Project Oscar is a free, compost drop-off pilot program run by the City of Boston. Before trying it out I made sure I knew what waste I could and couldn't collect, as listed on the website. With my housemates' blessing I set up a 4 gallon, lidded bucket on our back stairs, started filling it with plant-based kitchen scraps, and waited.
This past weekend my bucket and my article deadline ranneth over. I popped the bucket in a granny cart and headed to the nearest drop-off location: 65 Faneuil St in Brighton.
The bins at 65 Faneuil St are difficult to find. There is no signage. I found some directions in a hidden corner of the Project Oscar webpage, but they were confusing.
This is how to access the bins:
- Faneuil St. is a residential area with brick apartment complexes. Right across from McKinney Playground, and in between the other street numbers where #65 should be, there is a parking lot with a trash dumpster at the far end.
- Walk all the way to the dumpster.
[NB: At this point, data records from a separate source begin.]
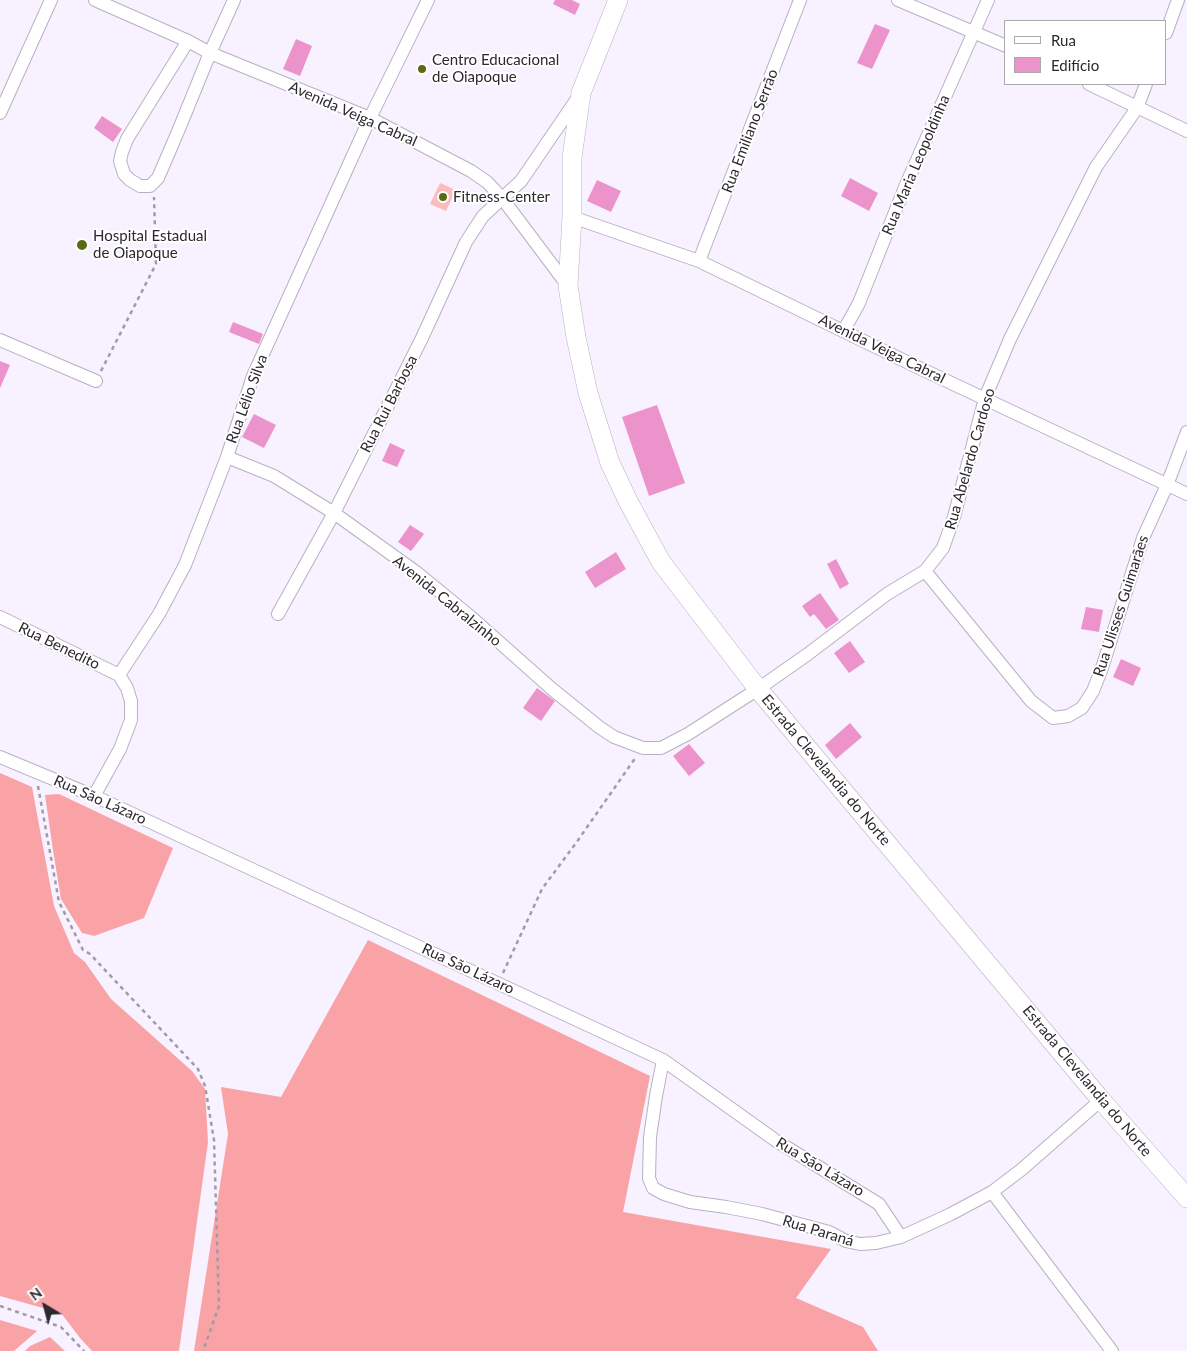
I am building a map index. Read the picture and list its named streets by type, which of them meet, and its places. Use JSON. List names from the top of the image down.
{
  "streets": {
    "street": [
      "Avenida Veiga Cabral",
      "Rua Emiliano Serrão",
      "Rua Maria Leopoldinha",
      "Rua Lélio Silva",
      "Rua Rui Barbosa",
      "Rua Abelardo Cardoso",
      "Avenida Cabralzinho",
      "Rua Ulisses Guimarães",
      "Rua Benedito",
      "Estrada Clevelandia do Norte",
      "Rua São Lázaro",
      "Rua Paraná"
    ]
  },
  "crossings": [
    ["Avenida Veiga Cabral", "Rua Emiliano Serrão"],
    ["Avenida Veiga Cabral", "Rua Maria Leopoldinha"],
    ["Avenida Veiga Cabral", "Rua Lélio Silva"],
    ["Avenida Veiga Cabral", "Rua Rui Barbosa"],
    ["Avenida Veiga Cabral", "Rua Abelardo Cardoso"],
    ["Avenida Veiga Cabral", "Rua Ulisses Guimarães"],
    ["Avenida Veiga Cabral", "Estrada Clevelandia do Norte"],
    ["Rua Lélio Silva", "Avenida Cabralzinho"],
    ["Rua Lélio Silva", "Rua Benedito"],
    ["Rua Rui Barbosa", "Avenida Cabralzinho"],
    ["Rua Rui Barbosa", "Estrada Clevelandia do Norte"],
    ["Rua Abelardo Cardoso", "Avenida Cabralzinho"],
    ["Rua Abelardo Cardoso", "Rua Ulisses Guimarães"],
    ["Rua Abelardo Cardoso", "Estrada Clevelandia do Norte"],
    ["Estrada Clevelandia do Norte", "Rua Paraná"],
    ["Rua São Lázaro", "Rua Paraná"]
  ],
  "places": ["Centro Educacional de Oiapoque", "Fitness-Center", "Hospital Estadual de Oiapoque"],
  "legend": ["Rua", "Edifício"],
  "north": "top left"
}
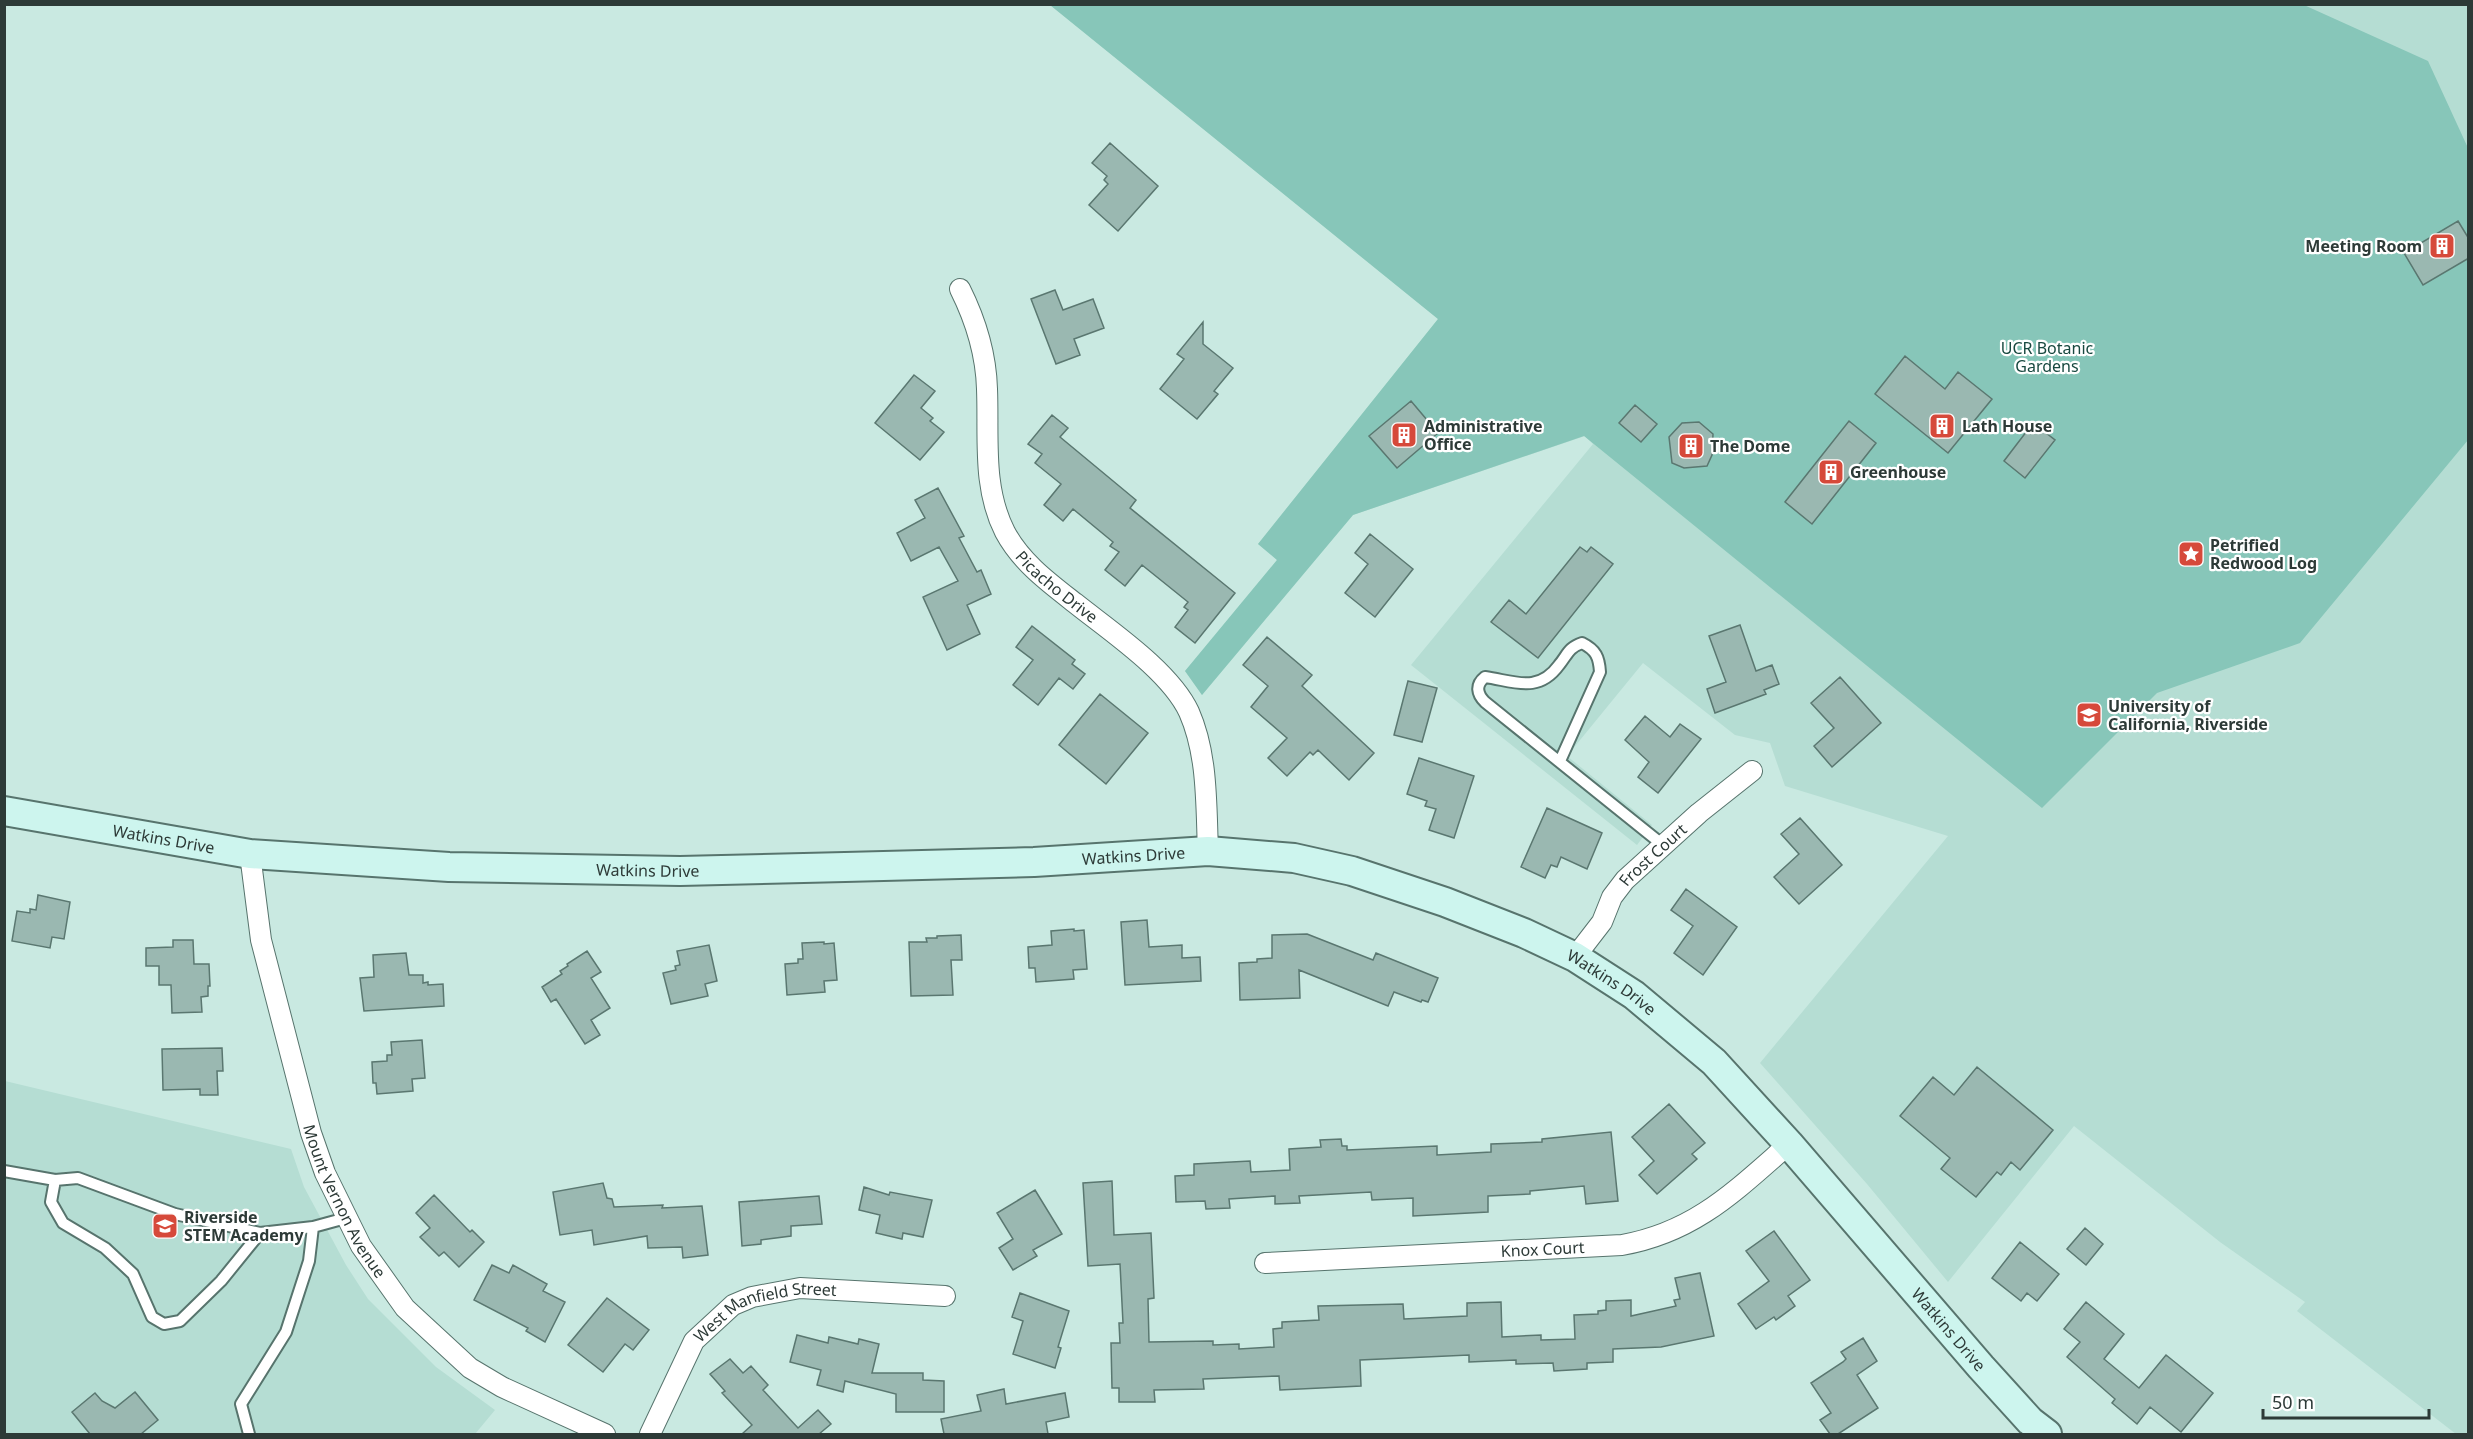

You may feel like you are trespassing. It's ok.
- Behind the dumpster you will see a second, paved area. There are metal poles running along either side that look like they once held clotheslines.
- Turn RIGHT. At the far end you will see two compost bins. One is a green, plastic bin labeled "Black Earth." The other is a dark brown, metal bin with “City of Boston” insignias and Marty Walsh's name on the front. That's our guy.
- Lift the lid on the top of the bin and dump your compost.
My kitchen scraps were a stinky stew inside the bucket, but I had brought two doubled-up, brown paper grocery bags with me (compostable!), and I'm very glad I did. Transferring my load into paper bags made putting it in much easier. I was careful not to spill any on the asphalt, especially since people live there.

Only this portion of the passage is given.